### TO DO
For this exercise, output the line containing "Where are all" and all lines after it to the end of the records, exactly, with no other content.

[Opening INFORMATION section]

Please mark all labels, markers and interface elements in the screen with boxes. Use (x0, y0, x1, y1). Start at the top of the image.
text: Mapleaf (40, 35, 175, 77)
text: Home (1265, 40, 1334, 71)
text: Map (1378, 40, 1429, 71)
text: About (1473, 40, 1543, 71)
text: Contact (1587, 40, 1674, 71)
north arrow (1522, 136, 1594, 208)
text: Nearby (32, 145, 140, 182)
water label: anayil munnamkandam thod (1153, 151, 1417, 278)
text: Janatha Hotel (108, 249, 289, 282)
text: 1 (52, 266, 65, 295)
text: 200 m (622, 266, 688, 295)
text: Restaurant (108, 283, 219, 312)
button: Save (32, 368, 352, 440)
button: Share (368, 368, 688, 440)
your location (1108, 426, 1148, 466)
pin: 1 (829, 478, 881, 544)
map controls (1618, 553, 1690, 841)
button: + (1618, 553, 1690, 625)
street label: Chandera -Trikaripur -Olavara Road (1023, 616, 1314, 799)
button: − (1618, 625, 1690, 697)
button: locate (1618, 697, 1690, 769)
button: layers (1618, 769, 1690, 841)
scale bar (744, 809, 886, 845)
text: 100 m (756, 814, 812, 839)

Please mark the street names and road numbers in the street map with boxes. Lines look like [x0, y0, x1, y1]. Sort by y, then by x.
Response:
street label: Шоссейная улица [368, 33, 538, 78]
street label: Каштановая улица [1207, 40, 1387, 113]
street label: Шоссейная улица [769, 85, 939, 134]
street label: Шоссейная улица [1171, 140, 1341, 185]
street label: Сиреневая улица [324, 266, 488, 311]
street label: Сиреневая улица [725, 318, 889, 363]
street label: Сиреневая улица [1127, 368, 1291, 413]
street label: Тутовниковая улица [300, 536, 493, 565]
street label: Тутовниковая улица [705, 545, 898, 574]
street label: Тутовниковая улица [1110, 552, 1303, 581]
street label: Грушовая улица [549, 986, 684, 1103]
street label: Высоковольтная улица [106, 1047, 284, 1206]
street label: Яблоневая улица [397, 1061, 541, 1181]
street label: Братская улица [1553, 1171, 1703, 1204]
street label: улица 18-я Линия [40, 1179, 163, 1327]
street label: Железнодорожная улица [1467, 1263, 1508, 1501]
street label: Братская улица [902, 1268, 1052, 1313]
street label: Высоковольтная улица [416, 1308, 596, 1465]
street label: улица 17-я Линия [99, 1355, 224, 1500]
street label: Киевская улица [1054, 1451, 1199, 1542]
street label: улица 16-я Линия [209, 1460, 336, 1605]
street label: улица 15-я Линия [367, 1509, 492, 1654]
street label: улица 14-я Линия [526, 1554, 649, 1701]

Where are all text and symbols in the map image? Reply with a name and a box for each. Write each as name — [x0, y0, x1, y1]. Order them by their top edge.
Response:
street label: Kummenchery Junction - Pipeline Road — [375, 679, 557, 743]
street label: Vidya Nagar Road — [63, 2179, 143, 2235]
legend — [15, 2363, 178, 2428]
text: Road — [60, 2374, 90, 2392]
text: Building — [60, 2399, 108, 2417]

[Closing INFORMATION section]

### RESPONSE TO THE EXERCISE
Where are all text and symbols in the map image? Reply with a name and a box for each. Write each as name — [x0, y0, x1, y1]. Order them by their top edge.
Response:
street label: Kummenchery Junction - Pipeline Road — [375, 679, 557, 743]
street label: Vidya Nagar Road — [63, 2179, 143, 2235]
legend — [15, 2363, 178, 2428]
text: Road — [60, 2374, 90, 2392]
text: Building — [60, 2399, 108, 2417]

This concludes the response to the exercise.